Golden State Warriors swingman Andrew Wiggins on Monday explained his decision to get the COVID-19 vaccine, noting that he felt “forced” to do so in order to continue his NBA career.
“The only options were to get vaccinated or not play in the NBA,” Wiggins said after the Warriors’ preseason opener against the Portland Trail Blazers, his first public comments since getting the shot. “It was a tough decision. Hopefully it works out in the long run and in 10 years I’m still healthy.”
Wiggins’ decision comes after the league recently declined his application for a religious exemption. The topic of Wiggins’ vaccination status came into question prior to training camp given the restrictions from the San Francisco Dept. of Public Health requiring anyone age 12 or over to be vaccinated to attend indoor events. As part of that mandate, beginning Oct. 13, Warriors players must show proof of being fully vaccinated before entering Chase Center, unless there is an approved medical or religious exemption for them not doing so.
Wiggins, 26, went into detail about why he was so hesitant to get the shot, noting that he doesn’t hold any ill-will toward the Warriors organization for how the situation played out.
“They didn’t make the rule,” Wiggins said. “But I guess to do certain stuff, to work, I guess you don’t own your body. That’s what it comes down to. If you want to work in society today then I guess they made the rules of what goes in your body and what you do. Hopefully there’s a lot of people out there that are stronger than me and keep fighting, stand for what they believe, and hopefully it works out for them.”
Wiggins said he received the one-dose Johnson & Johnson shot, which will allow him to not miss any practice time and be fully vaccinated prior to the Warriors’ Oct. 21 home opener against the LA Clippers.

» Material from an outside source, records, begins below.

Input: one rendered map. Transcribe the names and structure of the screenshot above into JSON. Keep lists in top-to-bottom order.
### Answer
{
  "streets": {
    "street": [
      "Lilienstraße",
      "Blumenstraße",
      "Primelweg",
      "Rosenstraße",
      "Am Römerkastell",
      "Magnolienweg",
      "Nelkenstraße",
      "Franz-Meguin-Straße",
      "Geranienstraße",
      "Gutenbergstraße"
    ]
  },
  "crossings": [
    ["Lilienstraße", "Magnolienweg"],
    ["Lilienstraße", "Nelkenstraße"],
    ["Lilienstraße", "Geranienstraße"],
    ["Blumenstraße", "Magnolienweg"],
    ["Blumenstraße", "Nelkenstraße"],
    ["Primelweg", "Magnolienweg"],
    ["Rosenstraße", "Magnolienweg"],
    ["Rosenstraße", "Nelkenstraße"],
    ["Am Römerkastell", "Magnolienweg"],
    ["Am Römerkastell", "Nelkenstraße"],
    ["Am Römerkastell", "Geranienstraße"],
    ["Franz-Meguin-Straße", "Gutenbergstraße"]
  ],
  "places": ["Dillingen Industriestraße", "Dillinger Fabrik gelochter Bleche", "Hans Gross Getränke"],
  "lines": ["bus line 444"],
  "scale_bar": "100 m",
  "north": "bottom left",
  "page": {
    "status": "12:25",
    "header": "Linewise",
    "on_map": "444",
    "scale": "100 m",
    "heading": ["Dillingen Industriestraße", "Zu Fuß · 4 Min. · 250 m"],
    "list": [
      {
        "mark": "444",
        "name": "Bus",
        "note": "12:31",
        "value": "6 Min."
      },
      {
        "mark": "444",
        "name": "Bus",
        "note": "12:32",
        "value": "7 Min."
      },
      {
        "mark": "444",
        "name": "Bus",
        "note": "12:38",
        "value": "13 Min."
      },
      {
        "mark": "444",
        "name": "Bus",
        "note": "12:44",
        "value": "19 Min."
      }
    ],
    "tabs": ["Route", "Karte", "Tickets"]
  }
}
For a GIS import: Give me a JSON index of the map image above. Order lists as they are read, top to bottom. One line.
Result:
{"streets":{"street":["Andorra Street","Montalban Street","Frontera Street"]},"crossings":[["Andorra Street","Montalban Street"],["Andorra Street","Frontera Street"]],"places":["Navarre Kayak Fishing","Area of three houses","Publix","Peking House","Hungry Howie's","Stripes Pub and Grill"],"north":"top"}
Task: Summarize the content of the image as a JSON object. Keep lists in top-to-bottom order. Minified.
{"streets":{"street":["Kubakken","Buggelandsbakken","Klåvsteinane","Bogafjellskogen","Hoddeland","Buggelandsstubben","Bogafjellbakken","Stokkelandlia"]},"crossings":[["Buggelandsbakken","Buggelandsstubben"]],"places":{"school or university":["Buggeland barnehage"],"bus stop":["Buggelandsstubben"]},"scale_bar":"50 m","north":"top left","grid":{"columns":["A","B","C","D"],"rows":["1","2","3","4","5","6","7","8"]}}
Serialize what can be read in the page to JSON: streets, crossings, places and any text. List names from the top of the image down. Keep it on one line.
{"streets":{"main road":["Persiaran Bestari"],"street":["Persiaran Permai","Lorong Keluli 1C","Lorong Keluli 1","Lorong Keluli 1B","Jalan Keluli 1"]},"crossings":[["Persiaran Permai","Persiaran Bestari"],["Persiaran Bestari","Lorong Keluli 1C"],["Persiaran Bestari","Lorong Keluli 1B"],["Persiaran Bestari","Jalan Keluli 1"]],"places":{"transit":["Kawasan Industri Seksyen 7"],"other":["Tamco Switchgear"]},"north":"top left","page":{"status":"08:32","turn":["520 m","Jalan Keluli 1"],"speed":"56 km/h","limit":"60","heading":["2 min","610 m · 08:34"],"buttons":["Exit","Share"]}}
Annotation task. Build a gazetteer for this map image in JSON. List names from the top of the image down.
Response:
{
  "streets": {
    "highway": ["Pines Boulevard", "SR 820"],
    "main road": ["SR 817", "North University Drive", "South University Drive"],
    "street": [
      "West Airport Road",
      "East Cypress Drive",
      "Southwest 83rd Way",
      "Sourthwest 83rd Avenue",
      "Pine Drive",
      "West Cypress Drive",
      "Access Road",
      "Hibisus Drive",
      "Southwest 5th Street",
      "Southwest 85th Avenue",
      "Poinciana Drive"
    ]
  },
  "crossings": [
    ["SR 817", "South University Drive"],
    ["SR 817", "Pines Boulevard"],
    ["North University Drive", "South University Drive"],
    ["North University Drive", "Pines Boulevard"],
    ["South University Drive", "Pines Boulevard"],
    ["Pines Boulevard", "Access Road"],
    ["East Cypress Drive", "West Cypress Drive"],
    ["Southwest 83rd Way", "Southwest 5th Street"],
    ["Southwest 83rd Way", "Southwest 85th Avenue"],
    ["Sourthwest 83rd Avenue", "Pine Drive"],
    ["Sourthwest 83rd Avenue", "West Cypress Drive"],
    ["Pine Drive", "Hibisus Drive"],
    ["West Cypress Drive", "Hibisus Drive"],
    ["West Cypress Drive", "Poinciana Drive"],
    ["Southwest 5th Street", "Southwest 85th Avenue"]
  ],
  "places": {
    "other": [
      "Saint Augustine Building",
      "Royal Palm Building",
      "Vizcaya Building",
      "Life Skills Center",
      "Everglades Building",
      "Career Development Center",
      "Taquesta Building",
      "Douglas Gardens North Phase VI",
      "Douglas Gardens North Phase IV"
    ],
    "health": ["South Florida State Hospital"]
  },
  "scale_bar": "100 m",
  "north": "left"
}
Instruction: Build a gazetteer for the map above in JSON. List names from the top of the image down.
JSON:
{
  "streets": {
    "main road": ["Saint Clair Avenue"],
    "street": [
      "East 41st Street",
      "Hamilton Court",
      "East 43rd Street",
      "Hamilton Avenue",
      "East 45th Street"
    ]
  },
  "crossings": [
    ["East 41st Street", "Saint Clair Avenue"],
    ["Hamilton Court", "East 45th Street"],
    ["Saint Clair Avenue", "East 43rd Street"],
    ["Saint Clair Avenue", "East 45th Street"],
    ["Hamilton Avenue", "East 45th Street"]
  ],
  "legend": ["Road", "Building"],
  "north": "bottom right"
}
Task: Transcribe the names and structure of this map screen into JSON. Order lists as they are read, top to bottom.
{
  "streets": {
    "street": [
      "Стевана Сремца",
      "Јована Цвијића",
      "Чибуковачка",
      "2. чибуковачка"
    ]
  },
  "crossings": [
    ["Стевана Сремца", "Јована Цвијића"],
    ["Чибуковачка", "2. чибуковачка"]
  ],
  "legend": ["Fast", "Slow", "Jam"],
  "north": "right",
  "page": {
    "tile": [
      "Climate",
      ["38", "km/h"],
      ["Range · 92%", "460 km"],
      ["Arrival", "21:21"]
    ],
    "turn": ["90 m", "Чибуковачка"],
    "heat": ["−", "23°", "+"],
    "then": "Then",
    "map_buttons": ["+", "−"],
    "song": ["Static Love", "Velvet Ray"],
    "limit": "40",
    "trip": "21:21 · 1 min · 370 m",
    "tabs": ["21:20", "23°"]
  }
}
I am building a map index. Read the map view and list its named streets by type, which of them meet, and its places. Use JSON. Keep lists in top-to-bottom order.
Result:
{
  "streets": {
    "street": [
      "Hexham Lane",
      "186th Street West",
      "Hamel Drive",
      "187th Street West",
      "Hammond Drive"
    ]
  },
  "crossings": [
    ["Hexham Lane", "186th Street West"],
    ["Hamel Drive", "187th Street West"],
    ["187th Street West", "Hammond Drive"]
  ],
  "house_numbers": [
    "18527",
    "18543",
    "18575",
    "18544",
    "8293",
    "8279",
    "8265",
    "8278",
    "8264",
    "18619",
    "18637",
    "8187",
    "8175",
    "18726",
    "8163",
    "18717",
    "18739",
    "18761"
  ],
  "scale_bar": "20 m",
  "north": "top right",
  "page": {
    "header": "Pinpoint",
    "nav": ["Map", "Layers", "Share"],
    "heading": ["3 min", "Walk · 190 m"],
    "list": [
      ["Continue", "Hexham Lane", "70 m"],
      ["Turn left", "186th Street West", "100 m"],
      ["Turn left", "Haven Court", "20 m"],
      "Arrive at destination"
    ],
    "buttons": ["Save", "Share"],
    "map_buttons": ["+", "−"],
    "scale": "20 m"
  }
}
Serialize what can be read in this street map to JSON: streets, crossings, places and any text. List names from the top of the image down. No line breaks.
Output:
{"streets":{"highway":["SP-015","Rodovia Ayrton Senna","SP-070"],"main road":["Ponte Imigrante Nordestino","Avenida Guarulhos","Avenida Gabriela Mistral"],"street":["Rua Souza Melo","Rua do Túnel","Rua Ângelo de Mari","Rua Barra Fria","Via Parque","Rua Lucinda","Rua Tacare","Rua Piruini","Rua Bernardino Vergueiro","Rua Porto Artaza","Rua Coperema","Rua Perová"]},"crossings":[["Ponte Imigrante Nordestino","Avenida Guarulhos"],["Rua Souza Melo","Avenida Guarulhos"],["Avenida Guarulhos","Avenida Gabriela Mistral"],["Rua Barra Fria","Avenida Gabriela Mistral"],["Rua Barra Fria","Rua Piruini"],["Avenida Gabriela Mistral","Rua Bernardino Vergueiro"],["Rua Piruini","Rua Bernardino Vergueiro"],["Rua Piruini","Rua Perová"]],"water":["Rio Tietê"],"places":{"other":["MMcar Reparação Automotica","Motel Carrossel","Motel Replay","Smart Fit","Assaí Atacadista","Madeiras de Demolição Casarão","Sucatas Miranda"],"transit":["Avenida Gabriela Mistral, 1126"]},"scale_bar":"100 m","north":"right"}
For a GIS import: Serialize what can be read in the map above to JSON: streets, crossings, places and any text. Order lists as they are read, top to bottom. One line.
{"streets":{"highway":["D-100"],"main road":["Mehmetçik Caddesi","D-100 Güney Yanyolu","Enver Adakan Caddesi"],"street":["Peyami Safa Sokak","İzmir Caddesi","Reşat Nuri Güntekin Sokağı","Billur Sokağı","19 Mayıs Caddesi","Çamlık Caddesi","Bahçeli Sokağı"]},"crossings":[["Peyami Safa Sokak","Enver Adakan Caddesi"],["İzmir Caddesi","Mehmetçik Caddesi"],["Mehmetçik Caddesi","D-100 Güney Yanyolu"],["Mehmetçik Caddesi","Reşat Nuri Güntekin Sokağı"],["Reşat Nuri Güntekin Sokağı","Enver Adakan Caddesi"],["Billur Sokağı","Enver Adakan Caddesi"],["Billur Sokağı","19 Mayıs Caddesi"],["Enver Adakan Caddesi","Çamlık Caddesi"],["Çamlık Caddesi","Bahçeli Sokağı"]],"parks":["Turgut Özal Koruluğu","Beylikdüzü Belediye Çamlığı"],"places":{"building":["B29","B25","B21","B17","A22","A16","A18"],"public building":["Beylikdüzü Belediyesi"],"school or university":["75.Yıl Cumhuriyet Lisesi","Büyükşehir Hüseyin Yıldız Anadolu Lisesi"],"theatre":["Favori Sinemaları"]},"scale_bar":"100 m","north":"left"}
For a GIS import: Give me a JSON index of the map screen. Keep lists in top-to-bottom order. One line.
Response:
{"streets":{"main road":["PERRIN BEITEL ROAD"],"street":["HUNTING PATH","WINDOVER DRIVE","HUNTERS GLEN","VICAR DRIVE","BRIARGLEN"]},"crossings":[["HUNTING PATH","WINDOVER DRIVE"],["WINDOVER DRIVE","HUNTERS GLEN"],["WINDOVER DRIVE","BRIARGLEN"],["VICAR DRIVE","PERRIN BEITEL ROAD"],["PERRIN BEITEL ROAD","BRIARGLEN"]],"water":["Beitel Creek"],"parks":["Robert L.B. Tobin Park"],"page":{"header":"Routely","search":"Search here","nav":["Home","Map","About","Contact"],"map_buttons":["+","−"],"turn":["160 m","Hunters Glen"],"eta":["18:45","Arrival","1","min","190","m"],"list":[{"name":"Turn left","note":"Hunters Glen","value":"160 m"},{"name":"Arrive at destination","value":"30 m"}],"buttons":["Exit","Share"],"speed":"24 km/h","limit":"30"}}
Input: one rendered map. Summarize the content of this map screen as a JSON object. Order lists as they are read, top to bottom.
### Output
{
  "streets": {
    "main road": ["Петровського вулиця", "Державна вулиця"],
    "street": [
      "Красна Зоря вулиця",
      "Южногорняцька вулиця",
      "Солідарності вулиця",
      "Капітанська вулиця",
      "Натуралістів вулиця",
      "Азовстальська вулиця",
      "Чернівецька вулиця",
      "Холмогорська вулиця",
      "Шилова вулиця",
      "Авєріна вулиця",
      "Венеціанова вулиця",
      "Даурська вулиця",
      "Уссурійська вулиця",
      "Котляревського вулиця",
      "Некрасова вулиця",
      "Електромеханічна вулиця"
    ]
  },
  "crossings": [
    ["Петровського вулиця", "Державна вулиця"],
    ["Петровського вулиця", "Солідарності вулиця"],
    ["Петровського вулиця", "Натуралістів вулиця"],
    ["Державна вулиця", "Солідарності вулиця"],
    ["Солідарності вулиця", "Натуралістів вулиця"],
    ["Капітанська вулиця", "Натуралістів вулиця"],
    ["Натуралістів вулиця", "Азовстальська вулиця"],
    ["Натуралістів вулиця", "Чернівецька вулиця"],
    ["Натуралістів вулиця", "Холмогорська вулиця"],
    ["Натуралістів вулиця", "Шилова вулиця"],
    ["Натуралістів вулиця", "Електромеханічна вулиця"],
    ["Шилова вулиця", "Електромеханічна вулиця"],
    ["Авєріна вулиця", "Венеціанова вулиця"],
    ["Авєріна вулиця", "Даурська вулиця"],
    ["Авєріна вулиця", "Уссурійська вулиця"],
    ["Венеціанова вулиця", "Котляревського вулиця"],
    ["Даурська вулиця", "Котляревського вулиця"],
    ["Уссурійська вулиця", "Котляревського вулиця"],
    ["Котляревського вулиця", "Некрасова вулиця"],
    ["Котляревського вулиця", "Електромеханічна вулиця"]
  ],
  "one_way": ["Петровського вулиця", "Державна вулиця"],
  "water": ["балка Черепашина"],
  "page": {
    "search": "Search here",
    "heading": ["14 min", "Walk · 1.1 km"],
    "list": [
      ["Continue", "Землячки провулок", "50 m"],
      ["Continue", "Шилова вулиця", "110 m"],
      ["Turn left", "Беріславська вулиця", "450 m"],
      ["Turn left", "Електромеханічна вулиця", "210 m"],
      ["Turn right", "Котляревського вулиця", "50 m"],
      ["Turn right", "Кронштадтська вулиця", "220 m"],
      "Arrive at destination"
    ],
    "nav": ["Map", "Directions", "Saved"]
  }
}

Wiggins noted that he contracted COVID-19 previously and “it wasn’t too bad.” He also said he had an allergic reaction to something a couple years ago, describing it as a “scary moment” that resulted in him now carrying an EpiPen.
“I know a lot of people get reactions or injuries from getting the vaccination, so I don’t know what it’s going to do to me in 10 years,” he said. “There’s no studies on whether or not it’s going to cause cancerous cells. So I don’t know if there are any effects to my body.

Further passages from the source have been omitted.